The following tutorial illustrates how to use the BpForms Python API. An interactive version of this tutorial is also available in the whole-cell modeling sandbox.

Importing BpForms

Run this command to import BpForms:

import bpforms
Creating biopolymer forms

Use the BpForms grammar and the bpforms.BpForm.from_str method to create an instance of bpforms.BpForm that represents a form of a biopolymer:

dna_form = bpforms.DnaForm().from_str('ACG{m2C}AC')
Getting and setting monomeric forms

Individual monomeric forms and slices of monomeric forms can be get and set similar to lists:

dna_form[0]
    => <bpforms.core.Monomer at 0x7fb365341240>

dna_form[1] = bpforms.dna_alphabet.monomers.A

dna_form[1:3]
    => [<bpforms.core.Monomer at 0x7fb365341240>, <bpforms.core.Monomer at 0x7fb365330cf8>]

dna_form[1:3] = bpforms.DnaForm().from_str('TA')
Getting and setting the base of a monomeric form

Optionally, BpForms can track the monomeric forms that are generated from a monomeric form (e.g. m2A is generated from A). This can be get and set using the bpforms.Monomer.base_monomers attribute. This attribute is a set of bpforms.Monomer:

di_monomer = dna_form[3]
di_monomer.base_monomers
    => set(<bpforms.core.Monomer at 0x7fb365341240>)
Protonation and tautomerization

Calculate the major protonation and tautomerization state of each monomeric form in the biopolymer form:

dna_form.get_major_micro_species(8., major_tautomer=True)
Calculation of physical properties

Use these commands to calculate the length, formula, molecular weight, and charge of the biopolymer form:

len(dna_form)
    => 6

dna_form.get_formula()
    => AttrDefault(<class 'float'>, False, {'C': 59.0, 'N': 23.0, 'O': 35.0, 'P': 6.0, 'H': 72.0})

dna_form.get_mol_wt()
    => 1849.193571988

dna_form.get_charge()
    => -7
Generating IUPAC/IUBMB sequences for BpForms

The get_canonical_seq method generates IUPAC/IUBMB representations of BpForms. Where annotated, this method uses the base_monomers attribute to represent modified monomeric forms using the code for their root (e.g. m2A is represented as “A”). Monomeric forms that don’t have their base annotated are represented as “N” and “X” for nucleic acids and proteins, respectively:

dna_form.get_canonical_seq()
    => ATANAC
Determine if two biopolymers describe the same structure

Use the following command to determine if two instances of BpForm describe the same biopolymer:

dna_form_1 = bpforms.DnaForm().from_str('ACGT')
dna_form_2 = bpforms.DnaForm().from_str('ACGT')
dna_form_3 = bpforms.DnaForm().from_str('GCTC')

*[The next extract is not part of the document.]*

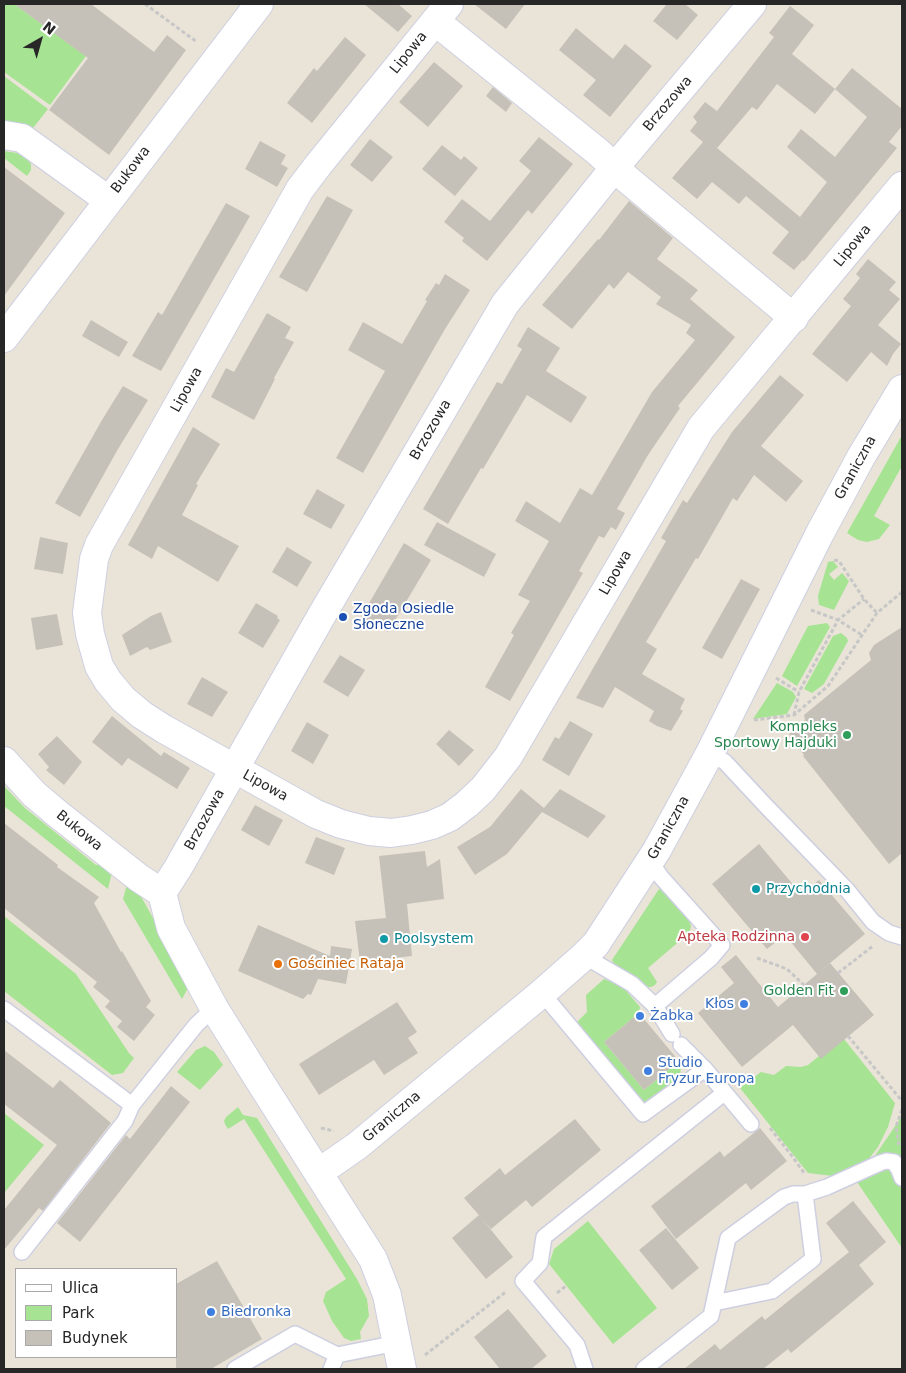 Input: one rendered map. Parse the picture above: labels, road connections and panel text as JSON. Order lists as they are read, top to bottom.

dna_form_1.is_equal(dna_form_2)
    => True

dna_form_1.is_equal(dna_form_3)
    => False

Alphabets of residues

BpForms comes with six alphabets:

  • Canonical DNA: The canonical DNA nucleotide monophosphates.
  • Canonical RNA: The canonical RNA nucleotide monophosphates.
  • Canonical protein: The 20 canonical protein residues.
  • DNA: The canonical DNA nucleotide monophosphates, plus non-canonical DNA nucleotide monophosphates based on DNAmod.
  • RNA: The canonical RNA nucleotide monophosphates, plus non-canonical RNA nucleotide monophosphates based on MODOMICS and the RNA Modification Database.
  • Protein: The 20 canonical protein residues, plus the non-canonical protein residues in the PDB Chemical Component Dictionary and RESID.

Construction of the public alphabets

The alphabets of DNA, RNA, and protein residues were developed by merging residues from multiple databases:

  • The DNA alphabet was developed by combining the deoxyribose nucleotide monophosphates and 3’ and 5’ DNA ends from the PDB Chemical Component Dictionary (PDB CCD) with the verified DNA nucleobases from DNAmod and the deoxyribose nucleosides from REPAIRtoire that had concrete structures.
  • The RNA alphabet was developed by combining the ribose nucleotide monophosphates and 3’ and 5’ RNA ends from the PDB CCD with the ribose nucleosides from MODOMICS and the RNA Modification Database that had concrete structures.
  • The protein alphabet was developed by merging residues and ends from the PDB CCD and RESID.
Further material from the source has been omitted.